I dont see why this could not work well? Anyone done similar?


----------



## Dave70 (26/10/12)

BenKen25 said:


> Hi all i plan on brewing a saison this weekend.



Weird kind of parallel universe thing going on here. Me to. _And_ I'm also using 3711. Chose it over 3724 so I can dump a batch of Belgian pale straight on top.


----------



## Bizier (26/10/12)

Beer4U said:


> I quite enjoy 3711, interesting comment from fents about it tasting like a wheat beer. I got comments in vicbrew from 1 judge that it was not like a saison, more of a Belgian wit.
> 
> I have 3724 on hand as well and i was thinking for the next brew i might pitch 3724 let it go for a couple of days, let the temp drop to around 25 then pitch some 3711 to finish it off.
> 
> I dont see why this could not work well? Anyone done similar?


That is what I'm doing. I've had a brew chilled to drop the 3724 for reuse as a primary strain. I will pitch 3711 today.

I like 3711 alone, but the esters from 3724 are just so gorgeous.

I've read plenty about using both in tandem. Commercial brewers do it.

For the record, I did a saison earlier in year with 3711 and it was disappointing UNTIL I worked out it was a cracking golden strong. That is something you can do well with this yeast.


----------



## Bizier (27/10/12)

For the record I have just got a 1.057 saison wort from harvested 3724 down to around 1.025 in around 12 hours - I think the key was a large viable pitch and 15-20 mins with a sanitary airstone. I have moved it to the attic area of the house on a 30 degree day, so I am hoping that it will finish off by itself quite shortly.

I just moved the first batch onto some 3711 and some old lambic slurry to finish the remaining 1.035, I also added 20g of untoasted American oak.
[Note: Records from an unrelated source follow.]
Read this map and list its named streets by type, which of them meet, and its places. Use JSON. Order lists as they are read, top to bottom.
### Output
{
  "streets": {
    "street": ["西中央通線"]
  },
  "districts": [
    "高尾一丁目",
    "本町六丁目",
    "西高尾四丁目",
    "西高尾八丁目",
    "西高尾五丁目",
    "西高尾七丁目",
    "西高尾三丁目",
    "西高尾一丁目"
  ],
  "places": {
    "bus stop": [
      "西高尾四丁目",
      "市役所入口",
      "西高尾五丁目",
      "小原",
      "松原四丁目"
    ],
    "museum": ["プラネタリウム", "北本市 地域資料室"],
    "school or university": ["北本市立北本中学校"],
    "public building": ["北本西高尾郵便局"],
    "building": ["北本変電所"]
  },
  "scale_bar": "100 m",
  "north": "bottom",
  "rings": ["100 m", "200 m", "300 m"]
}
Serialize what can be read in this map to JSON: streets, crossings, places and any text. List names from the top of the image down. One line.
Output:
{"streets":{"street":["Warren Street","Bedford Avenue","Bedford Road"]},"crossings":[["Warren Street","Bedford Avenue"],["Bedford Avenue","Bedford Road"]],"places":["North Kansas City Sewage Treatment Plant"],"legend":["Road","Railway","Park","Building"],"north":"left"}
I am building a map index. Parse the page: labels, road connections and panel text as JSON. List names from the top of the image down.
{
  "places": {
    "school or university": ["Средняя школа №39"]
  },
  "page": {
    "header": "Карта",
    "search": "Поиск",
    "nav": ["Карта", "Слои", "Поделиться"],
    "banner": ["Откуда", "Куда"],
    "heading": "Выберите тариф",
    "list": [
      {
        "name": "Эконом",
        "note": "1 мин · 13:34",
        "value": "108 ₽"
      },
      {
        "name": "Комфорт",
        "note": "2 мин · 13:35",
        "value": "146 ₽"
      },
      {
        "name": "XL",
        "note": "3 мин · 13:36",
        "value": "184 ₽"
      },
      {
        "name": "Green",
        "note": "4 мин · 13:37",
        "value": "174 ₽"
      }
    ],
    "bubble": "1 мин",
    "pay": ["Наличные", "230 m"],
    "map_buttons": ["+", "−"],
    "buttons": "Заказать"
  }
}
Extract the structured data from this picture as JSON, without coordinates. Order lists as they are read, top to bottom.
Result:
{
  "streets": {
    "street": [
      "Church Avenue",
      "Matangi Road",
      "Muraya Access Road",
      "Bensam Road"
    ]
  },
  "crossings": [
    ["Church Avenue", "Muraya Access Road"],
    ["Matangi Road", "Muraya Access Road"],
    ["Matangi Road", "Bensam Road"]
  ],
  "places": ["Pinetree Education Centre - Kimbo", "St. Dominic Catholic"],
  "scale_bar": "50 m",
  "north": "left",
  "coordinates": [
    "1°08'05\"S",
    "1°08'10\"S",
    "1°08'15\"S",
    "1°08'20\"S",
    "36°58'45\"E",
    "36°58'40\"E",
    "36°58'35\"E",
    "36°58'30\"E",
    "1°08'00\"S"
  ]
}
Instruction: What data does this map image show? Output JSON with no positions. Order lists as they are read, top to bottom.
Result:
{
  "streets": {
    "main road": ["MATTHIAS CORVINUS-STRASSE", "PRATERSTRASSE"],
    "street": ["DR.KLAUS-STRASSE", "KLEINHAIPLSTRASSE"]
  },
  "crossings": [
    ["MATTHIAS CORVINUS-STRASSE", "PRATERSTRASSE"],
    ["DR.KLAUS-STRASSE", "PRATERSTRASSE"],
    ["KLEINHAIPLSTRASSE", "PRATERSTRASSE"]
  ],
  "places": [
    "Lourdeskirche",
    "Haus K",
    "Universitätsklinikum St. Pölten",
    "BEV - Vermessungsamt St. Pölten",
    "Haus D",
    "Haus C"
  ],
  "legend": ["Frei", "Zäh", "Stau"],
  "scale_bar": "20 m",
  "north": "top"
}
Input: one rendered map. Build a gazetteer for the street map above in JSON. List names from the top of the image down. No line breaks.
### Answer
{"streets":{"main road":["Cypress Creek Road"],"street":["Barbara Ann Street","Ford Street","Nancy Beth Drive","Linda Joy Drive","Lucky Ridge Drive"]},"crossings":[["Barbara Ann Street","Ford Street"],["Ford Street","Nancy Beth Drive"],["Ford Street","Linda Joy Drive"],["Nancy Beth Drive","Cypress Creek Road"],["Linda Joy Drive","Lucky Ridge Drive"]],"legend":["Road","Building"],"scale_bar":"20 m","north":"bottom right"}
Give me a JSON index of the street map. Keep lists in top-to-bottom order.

The 3711 did seem to kick out some isoamyl acetate, which I did get when I brewed a saison which was more like a BGS, but I prefer the wild and funky flavours I have got from it in the past, perhaps with rougher treatment (nutrients, O2 or heat?) - My notes for a double batch indicate I fermented one part at 14C and the other at 30C, but I did not make notes on the differences. It obviously will ferment down that low though.


----------



## NDH (20/11/12)

I'm just crash chilling my French Saison now, first time I have made a saison and I have to say I'm a bit supprised. Getting very pronounced banana flavour and very litte of the spice and cloves I had mid ferment. I kept it relatively cool around the 19 degree mark for 2 weeks and got it down to 1008 but the banana is consistent with a warm fermented Hefe. I certainly see what people are saying bout mouth feel and it will be quite dry once carbed up and cold.

Curious about using some slurry for a belgian srong or something? I don't usually harvest yeast but I would like to get my money's worth with the smack pack.

cheers

NDH


----------